Adam’s face fell. ‘Yeah. That’s what I thought.’

‘Too much?’

Bella closed her eyes for a second. ‘It’s fine. Maybe we could put people up in the house.’

‘Where?’ Adam asked. ‘You, me and Darcy are living in the main wing and the rest of the rooms upstairs are worse than out here.’

‘I know.’

‘What about the Dower House?’ Pavel asked. There was a cottage at the far side of the castle.

‘Earmarked for our new starter.’

‘You’ve taken someone on?’

‘To do marketing and events. And to help with the cookery school a bit. Apparently she’s a dab hand in the kitchen.’ Bella glanced at her watch. ‘Speaking of which…’

‘What?’ Adam looked blank.

‘Isn’t it time you went to pick her up? Train gets in at eleven.’

Adam frowned. ‘I thought you were picking her up.’

‘I’ve got a class.’

‘I’ve got a Zoom with a client. Ravi’ll kill me if I miss it.’ He shook his head. ‘Can Darcy go?’

‘She’s out riding,’ Bella replied. That wasn’t unusual for Adam’s stepmother.

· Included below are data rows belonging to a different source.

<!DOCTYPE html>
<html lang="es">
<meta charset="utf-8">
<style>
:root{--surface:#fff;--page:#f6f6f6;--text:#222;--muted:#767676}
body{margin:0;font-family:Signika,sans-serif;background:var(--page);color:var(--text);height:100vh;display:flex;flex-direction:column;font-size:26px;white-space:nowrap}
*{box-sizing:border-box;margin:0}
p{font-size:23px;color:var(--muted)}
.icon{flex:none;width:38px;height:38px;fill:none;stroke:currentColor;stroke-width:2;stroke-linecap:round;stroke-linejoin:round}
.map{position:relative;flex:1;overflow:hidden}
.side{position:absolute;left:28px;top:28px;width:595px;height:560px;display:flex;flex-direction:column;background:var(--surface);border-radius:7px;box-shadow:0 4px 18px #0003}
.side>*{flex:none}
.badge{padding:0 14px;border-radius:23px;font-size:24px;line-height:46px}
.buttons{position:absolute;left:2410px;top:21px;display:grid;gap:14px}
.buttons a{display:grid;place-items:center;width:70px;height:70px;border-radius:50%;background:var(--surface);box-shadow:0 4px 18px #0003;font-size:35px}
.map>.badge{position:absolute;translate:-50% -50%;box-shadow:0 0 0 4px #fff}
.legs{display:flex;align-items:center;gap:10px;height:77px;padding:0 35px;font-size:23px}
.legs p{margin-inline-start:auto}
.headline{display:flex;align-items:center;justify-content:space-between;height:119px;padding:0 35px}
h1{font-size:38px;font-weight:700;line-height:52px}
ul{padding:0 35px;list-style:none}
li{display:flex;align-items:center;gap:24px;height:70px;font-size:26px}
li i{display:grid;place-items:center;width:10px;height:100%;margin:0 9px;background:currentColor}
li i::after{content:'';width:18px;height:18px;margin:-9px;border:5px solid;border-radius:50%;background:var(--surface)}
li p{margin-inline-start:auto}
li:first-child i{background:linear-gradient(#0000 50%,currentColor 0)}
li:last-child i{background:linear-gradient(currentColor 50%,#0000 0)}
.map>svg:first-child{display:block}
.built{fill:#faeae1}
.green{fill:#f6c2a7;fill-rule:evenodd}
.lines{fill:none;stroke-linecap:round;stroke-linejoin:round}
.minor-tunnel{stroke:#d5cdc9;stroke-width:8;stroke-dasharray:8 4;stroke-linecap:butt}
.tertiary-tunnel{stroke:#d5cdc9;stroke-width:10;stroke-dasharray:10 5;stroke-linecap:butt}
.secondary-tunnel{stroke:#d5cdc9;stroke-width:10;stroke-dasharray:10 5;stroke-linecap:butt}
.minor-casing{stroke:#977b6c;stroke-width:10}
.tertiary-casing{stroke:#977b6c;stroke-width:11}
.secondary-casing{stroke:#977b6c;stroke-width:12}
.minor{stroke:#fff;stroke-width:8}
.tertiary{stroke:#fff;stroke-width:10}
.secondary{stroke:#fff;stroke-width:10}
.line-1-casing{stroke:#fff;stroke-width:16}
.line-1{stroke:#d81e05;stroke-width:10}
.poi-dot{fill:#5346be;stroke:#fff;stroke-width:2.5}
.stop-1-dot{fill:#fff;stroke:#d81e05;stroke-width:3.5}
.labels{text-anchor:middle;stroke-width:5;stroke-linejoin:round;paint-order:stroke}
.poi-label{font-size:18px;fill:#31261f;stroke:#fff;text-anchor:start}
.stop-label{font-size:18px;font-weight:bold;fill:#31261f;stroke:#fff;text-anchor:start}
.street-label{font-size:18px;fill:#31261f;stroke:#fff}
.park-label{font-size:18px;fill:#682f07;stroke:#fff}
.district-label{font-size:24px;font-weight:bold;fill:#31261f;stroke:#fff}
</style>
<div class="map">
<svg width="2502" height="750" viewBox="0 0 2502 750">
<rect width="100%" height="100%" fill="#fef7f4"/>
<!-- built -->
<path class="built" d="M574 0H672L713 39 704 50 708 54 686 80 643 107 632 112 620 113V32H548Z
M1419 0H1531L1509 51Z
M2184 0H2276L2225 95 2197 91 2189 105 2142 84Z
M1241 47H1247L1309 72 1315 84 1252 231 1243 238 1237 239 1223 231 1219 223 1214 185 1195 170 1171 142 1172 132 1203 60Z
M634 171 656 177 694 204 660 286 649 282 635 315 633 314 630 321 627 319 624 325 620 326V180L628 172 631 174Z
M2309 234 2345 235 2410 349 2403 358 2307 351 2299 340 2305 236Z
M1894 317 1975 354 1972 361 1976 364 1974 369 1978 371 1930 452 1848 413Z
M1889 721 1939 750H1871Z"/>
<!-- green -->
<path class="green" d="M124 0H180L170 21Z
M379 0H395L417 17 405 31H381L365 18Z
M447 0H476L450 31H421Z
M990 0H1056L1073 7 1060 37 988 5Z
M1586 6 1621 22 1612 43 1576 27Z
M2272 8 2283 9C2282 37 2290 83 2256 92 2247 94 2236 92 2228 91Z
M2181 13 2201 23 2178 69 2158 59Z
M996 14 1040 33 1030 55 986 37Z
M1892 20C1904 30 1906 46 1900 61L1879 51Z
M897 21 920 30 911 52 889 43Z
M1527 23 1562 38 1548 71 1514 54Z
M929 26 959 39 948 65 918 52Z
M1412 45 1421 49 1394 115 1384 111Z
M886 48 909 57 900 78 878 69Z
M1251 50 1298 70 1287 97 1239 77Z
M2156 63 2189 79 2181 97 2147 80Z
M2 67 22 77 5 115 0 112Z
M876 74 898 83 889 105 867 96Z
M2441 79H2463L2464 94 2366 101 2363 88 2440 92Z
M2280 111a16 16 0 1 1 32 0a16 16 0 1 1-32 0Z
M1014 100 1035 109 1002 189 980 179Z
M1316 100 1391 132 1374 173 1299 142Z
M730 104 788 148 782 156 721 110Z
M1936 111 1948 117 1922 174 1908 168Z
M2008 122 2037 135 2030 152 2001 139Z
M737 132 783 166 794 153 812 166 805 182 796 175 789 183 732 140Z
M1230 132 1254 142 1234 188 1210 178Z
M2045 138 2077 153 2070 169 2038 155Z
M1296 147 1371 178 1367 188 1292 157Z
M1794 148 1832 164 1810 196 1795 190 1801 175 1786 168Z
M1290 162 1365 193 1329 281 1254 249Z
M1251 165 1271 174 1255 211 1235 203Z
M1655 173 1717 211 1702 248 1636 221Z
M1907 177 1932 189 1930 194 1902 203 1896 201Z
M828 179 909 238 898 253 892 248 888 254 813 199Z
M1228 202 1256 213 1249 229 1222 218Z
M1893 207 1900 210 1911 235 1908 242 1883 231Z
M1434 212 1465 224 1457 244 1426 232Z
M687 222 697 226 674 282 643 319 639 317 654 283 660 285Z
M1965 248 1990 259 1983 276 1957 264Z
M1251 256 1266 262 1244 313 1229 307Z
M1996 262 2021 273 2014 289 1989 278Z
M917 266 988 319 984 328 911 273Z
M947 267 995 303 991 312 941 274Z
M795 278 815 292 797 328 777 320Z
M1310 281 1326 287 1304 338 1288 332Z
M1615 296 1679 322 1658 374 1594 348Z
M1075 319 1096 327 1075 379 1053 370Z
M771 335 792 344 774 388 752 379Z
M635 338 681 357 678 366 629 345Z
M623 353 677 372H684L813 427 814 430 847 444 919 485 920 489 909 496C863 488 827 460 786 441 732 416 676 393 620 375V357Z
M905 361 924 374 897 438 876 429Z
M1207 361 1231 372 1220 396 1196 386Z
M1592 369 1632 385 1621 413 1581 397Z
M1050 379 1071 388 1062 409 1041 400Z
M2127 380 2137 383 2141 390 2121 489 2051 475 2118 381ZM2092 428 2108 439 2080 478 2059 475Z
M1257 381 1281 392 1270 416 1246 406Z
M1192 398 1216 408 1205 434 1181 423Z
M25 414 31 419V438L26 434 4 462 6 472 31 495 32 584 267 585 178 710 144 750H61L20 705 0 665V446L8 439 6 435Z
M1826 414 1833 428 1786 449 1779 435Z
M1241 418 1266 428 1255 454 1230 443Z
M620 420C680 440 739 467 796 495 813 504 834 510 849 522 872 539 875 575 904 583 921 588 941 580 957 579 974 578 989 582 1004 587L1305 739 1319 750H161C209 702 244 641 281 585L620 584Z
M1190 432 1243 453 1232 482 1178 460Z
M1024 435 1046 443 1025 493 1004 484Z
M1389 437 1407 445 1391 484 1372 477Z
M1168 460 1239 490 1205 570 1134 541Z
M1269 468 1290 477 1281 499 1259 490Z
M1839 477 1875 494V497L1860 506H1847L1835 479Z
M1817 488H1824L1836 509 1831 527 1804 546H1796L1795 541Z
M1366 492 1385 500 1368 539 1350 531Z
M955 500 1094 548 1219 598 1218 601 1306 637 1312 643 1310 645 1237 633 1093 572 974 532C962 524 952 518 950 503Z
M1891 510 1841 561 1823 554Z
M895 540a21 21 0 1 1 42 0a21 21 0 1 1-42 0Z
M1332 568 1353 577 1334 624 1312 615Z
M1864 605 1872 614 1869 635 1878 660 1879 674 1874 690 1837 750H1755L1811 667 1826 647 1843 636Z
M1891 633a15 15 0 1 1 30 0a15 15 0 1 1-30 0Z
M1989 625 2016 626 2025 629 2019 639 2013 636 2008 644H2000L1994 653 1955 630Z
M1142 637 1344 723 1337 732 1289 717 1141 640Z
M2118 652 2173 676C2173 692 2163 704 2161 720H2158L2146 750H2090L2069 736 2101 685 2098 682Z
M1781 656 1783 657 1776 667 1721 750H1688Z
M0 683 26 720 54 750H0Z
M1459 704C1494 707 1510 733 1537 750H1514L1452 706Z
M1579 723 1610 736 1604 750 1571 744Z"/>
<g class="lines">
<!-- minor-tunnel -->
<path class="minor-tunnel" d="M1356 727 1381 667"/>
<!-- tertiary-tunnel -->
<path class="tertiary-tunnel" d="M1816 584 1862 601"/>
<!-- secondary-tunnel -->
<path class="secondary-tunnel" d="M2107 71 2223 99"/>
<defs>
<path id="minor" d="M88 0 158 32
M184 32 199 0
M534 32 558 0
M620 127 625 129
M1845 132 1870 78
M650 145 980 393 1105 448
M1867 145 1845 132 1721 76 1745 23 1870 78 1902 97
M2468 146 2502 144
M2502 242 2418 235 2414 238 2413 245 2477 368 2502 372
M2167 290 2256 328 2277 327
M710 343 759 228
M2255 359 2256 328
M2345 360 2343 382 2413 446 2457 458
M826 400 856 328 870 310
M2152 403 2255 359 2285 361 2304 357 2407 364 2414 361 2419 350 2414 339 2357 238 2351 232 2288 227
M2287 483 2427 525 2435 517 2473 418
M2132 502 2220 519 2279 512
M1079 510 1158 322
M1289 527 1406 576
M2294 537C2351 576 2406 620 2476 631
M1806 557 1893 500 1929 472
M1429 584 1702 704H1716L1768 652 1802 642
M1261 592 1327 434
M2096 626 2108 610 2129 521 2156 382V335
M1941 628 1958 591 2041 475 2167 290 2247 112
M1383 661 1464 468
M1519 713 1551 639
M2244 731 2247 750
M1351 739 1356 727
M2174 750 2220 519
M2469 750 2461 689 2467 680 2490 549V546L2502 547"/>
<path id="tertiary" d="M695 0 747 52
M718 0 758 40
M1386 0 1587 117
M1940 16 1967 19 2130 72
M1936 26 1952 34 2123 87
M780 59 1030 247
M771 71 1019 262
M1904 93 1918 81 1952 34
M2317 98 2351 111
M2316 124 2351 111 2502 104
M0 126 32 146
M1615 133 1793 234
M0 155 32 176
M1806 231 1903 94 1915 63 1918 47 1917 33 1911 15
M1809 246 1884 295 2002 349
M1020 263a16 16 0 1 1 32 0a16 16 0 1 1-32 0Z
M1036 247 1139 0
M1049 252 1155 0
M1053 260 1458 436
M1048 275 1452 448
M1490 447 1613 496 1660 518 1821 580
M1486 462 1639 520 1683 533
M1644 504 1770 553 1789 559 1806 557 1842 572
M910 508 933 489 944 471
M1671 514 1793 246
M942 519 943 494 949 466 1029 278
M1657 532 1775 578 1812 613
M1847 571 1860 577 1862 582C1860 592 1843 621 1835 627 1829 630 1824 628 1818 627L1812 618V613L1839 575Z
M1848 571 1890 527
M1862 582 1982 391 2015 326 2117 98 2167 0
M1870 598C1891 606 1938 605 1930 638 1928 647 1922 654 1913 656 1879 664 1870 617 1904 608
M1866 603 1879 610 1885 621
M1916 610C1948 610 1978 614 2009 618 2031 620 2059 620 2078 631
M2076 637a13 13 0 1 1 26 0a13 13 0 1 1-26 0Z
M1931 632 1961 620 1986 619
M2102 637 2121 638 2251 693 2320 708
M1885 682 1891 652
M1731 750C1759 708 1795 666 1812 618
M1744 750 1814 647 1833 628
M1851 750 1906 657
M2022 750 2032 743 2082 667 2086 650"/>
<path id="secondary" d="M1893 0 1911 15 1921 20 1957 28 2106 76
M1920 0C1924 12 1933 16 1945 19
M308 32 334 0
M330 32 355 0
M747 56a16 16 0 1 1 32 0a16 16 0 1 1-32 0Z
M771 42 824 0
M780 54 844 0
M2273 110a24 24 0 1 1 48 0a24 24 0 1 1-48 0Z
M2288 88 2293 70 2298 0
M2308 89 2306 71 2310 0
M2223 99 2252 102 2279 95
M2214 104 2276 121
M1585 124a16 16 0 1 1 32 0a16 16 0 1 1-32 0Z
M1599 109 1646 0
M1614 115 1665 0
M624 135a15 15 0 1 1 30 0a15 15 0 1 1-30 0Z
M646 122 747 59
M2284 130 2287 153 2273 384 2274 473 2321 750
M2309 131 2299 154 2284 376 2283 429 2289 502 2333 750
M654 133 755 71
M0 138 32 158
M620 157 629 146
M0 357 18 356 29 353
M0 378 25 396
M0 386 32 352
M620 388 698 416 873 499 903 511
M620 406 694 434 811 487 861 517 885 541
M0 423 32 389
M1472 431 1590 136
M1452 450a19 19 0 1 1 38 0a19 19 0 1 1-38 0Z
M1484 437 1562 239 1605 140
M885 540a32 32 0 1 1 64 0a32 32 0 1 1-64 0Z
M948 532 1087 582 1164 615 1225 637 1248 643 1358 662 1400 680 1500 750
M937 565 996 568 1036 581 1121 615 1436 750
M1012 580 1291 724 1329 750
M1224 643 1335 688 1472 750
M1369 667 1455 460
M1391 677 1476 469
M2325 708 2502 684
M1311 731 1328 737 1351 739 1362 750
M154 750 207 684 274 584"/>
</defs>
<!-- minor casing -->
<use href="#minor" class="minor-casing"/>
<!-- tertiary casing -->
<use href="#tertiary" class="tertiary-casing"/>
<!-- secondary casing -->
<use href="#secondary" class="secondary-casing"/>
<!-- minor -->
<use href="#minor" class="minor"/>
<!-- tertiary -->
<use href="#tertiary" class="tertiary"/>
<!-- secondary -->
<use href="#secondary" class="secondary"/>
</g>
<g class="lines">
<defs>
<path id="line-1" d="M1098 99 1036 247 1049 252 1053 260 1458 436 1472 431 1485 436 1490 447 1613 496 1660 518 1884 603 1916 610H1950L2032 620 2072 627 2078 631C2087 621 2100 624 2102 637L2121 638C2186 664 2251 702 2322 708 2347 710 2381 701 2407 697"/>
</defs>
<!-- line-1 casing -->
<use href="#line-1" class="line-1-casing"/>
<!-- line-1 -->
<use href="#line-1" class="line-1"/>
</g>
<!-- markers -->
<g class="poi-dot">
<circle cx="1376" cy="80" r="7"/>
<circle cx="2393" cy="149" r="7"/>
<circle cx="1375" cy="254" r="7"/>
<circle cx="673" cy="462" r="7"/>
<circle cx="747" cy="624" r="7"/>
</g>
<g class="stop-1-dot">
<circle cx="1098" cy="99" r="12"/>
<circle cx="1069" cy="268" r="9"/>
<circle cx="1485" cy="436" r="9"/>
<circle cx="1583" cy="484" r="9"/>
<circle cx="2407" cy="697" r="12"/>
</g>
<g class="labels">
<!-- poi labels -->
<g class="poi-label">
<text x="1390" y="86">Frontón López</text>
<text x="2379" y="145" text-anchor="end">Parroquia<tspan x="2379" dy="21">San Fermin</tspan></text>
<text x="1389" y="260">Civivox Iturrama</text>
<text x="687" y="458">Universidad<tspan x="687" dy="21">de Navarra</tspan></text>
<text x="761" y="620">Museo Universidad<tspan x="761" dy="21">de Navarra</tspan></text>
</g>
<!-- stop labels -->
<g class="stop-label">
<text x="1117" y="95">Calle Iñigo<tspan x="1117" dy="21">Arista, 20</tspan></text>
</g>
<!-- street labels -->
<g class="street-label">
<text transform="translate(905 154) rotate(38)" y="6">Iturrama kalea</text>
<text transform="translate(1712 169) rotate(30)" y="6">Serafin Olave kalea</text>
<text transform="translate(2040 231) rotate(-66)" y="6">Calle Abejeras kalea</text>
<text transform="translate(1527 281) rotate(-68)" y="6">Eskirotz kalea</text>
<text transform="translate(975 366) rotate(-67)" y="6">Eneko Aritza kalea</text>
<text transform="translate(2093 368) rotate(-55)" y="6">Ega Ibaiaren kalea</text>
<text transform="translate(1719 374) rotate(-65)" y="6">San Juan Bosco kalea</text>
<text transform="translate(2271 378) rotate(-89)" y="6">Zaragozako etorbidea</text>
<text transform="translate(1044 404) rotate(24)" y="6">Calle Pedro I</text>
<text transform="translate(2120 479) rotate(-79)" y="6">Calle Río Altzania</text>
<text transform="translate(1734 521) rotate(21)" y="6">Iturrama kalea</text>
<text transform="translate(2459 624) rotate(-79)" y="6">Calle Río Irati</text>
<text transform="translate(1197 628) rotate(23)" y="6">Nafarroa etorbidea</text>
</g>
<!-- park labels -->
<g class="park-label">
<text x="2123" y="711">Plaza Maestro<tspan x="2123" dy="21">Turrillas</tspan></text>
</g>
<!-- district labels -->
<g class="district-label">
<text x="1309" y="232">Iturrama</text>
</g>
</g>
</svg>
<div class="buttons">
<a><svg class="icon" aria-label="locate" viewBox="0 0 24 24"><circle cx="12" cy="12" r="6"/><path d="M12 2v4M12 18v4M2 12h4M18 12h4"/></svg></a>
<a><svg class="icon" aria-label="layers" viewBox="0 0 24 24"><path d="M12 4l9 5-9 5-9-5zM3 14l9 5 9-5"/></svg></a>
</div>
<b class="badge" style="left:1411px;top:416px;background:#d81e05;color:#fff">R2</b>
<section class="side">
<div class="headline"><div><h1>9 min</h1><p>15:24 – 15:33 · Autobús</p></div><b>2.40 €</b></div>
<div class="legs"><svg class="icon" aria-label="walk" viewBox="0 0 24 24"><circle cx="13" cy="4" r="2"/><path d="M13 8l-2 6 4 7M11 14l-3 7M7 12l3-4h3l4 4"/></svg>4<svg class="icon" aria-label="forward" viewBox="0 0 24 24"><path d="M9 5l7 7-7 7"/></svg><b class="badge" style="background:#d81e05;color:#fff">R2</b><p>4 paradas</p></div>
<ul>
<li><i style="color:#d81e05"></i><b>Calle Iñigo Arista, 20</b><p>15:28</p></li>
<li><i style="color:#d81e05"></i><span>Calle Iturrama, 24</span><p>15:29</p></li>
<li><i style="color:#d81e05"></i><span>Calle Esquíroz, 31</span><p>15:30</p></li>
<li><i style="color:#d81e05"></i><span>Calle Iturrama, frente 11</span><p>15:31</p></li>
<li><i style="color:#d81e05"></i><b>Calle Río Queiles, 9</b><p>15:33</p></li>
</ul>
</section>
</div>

She’d taken to life in the Highlands after growing up in New York incredibly well, and that was – at least in part – down to the fact that living at Lowbridge meant she had space to keep horses.

‘I told her I didn’t need her back till the students turned up. ’

‘Flinty?’

Normally the estate’s former housekeeper, Maggie Flint, would be on hand to help out whether she was asked or not. Today Pavel shook his head. ‘I took her over to Portree first thing. Sorry.’

‘Shit.’ Adam closed his eyes for a second. ‘Pav… mate…’

Pavel laughed. ‘Sure. Who is she and where am I meeting her?’

Jodie’s first shock after deciding that all her problems would be fixed by moving to the Scottish Highlands was discovering that, in order to arrive at Strathcarron station at a sensible hour, she needed to set off the day before.

Staring at the map hadn’t in any way helped her understand this conundrum.

The UK was, in her mind, quite a small country.

There was London, the south coast, and there were the Home Counties and then there were…

she wasn’t sure… possibly dragons, but they were quite handy not-too-far-away dragons, weren’t they?

It turned out they were not. Making one’s way from west London to Strathcarron involved an actual sleeper train – something Jodie thought only existed in Poirot movies – and then another train from Inverness right across the Highlands to bring her to Strathcarron.

She’d expected to alight in some sort of cute Highland market town.

Diane, her now former boss, had told her about childhood holidays in the Highlands.

Jodie had got that it was off the beaten track, but she hadn’t imagined so far from the beaten track that there wouldn’t be at least a Costa and a Tesco Express.